Its no different from the pleasure I get from not raping and attacking people despite my lack of belief in an afterlife + judgement.
>>671966 >follow it despite their will to follow it. This doesn't seem possible. The act of following must come from an act of will. Your love of meat requires will to prevent you from eating it. Ill explain why will is a dubious basis for selflessness later. >"I don't believe I will receive a reward in the afterlife therefor my act mus be selfless" sic Although this is on the right track toward selflessness, it does not rule out selfishness completely. You still engage in the act of vegetarianism because either social reward, personal fulfillment, or political gain. >"I think you should try arguing that it is impossible to not be an egoist, which is a much harder task to do." Lets assume my premise is that a selfless act is impossible. Can you describe the difference between this premise and my own? The person incapable of a selfless act and the egoist are the same person. >"Putting another thing's interest above ones own is a very plausible metaphysical and physical construct, so why wouldn't it be possibly physiologically/psychologically?" You haven't provided any evidence to suggest its plausible on a metaphysical level, there is therefore no reason to assume its possible from a phys or psy perspective. >Remember that the possibility to give an explanatory reduction to selfishness isn't sufficient evidence for it being selfish. >I asked a question, i am uncertain that it is possible to commit a selfless act, but I doubt that it is becasue their exists no evidence to support the claim that a selfless act exists.

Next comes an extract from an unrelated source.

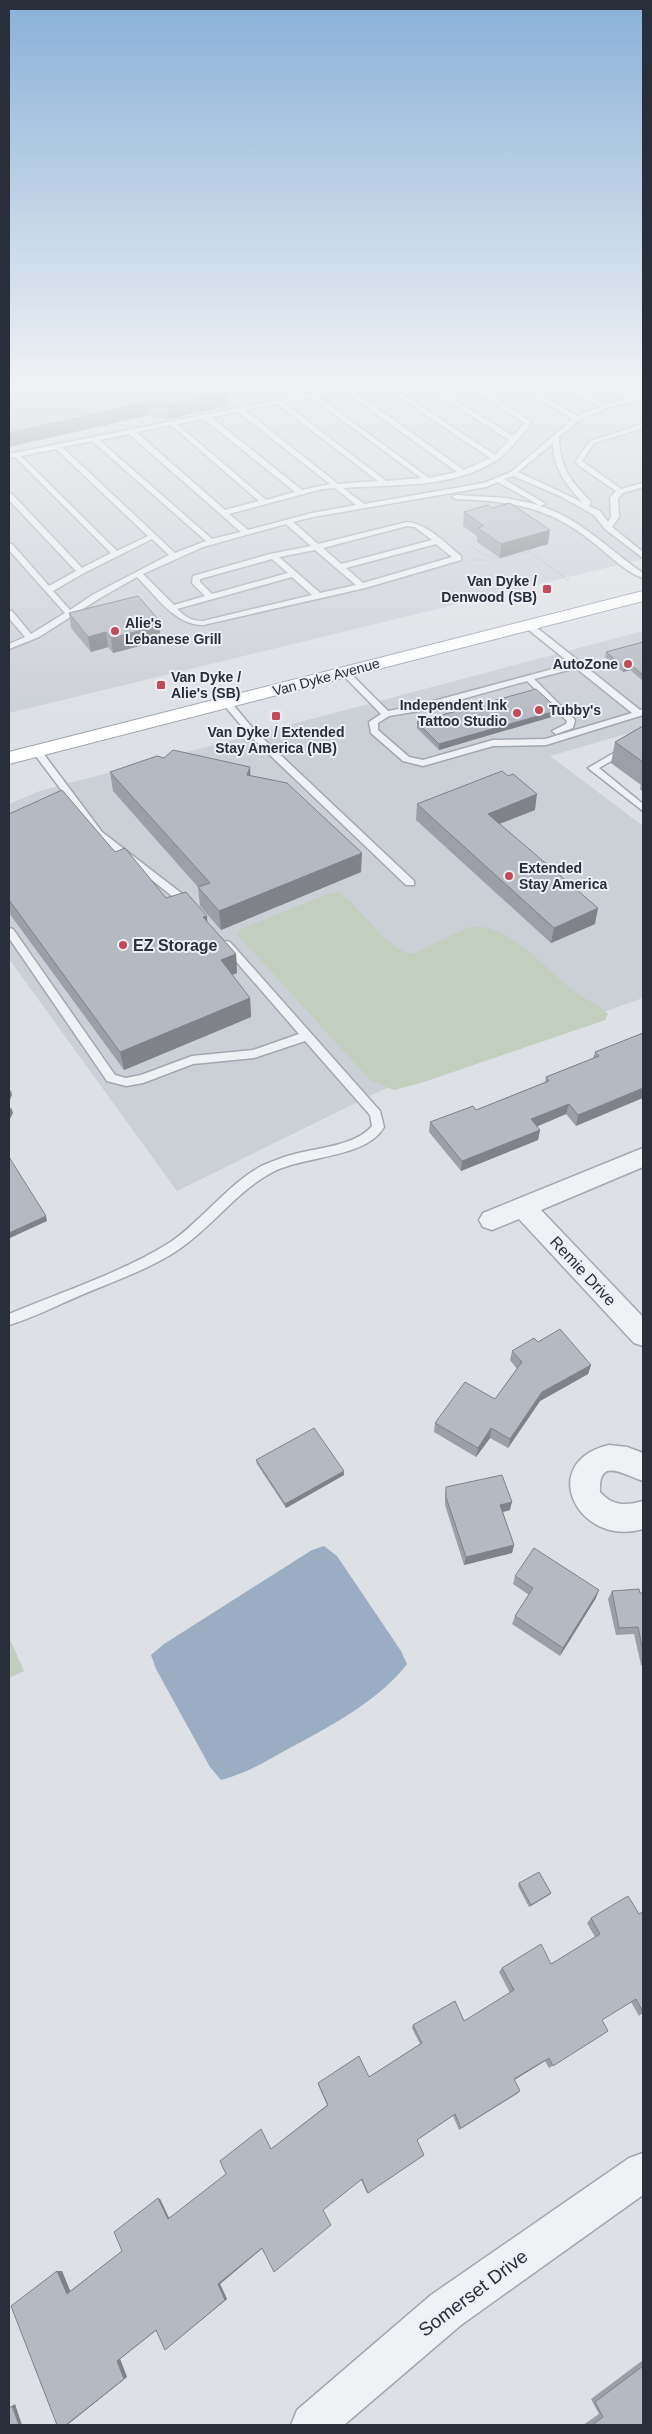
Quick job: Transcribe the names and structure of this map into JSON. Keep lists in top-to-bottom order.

>>672088 Didn't you read the initial post I was replying to? Anon raised an argument, that acts done without intent (as in acting under a potent substance) can be potentially classified as selfless due to their unpredictability.

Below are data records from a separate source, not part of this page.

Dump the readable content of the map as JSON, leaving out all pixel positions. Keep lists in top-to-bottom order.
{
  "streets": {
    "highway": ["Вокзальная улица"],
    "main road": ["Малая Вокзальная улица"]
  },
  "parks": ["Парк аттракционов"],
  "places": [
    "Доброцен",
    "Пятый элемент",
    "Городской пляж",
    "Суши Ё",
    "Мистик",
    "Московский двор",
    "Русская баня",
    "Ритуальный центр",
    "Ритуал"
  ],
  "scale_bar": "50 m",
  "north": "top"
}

My retort consists of asserting that subconscious intent is still present, remaining rooted in instinct ad I've already stated.

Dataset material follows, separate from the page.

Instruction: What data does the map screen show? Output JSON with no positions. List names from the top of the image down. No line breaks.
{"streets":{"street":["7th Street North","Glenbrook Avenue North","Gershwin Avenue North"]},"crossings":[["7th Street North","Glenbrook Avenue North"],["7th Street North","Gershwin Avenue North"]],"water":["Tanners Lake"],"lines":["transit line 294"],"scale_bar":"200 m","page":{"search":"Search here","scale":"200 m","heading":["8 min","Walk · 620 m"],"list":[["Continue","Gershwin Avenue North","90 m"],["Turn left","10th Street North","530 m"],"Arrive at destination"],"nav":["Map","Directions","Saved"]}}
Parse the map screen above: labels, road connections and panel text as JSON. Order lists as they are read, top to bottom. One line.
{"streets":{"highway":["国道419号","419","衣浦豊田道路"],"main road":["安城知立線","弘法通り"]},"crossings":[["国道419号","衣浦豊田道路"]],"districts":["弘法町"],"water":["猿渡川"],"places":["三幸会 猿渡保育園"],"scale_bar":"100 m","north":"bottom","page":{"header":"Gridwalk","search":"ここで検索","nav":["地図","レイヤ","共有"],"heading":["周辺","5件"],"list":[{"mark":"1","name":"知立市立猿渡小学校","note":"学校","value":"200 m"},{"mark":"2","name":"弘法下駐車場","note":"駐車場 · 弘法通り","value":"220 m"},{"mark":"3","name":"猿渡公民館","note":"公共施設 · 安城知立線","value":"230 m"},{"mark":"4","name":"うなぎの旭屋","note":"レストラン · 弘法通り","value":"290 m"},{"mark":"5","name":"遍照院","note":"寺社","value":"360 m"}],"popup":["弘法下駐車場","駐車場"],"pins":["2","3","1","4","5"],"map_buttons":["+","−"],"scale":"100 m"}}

>>671925 Yes. There are people who do not believe in an afterlife, are highly scared of death and couldn't care less about other people's opinions. Some of them would still die for a true friend, simply because they realize there are things that are worth more than their own life.
I cannot see a sacrifice like that as self gratification.
>>671925 >>672103 And if you're asking if it's reasonable, it completely depends on what the person's interpretation of reality is.
For people who believe a theistic god establishes morality and promises them eternal bliss if they are one with him, it is completely reasonable for them to give up their life for someone else. But it's highly suspect if it's truly selfless, since they expect a reward from said actions. Certain philosophers believe that there is intrinsic worth in the universe that justify oughts and ought nots. Why it's reasonable for you to behave according to said oughts and ought nots it's hazy at best, and they tend to argue from semantics (what it is to ought is to behave reasonably... ok). And this silliness is once we assume there's intrinsic worth, which there is no reason to believe (and every reason to deny) in the first place . It get's tricky with people who don't place faith in a personal god or intrinsic purpose. There's interesting arguments on both sides of this one, and to be honest I'm not quite sure myself. Many people claim that modern discovery killed heroism, while others feel that the death of nihilism (which isn't exactly uncontroversial) allows for altruism.
>>671998 >Remember that the possibility to give an explanatory reduction to selfishness isn't sufficient evidence for it being selfish. >I can explain everything with the God hypothesis, but that doesn't mean it is true. >You need to go from already known axioms and deduce the conclusion, not infer to it as a plausible explanation; or you need to give a reason why it is the best possible belief given current evidence.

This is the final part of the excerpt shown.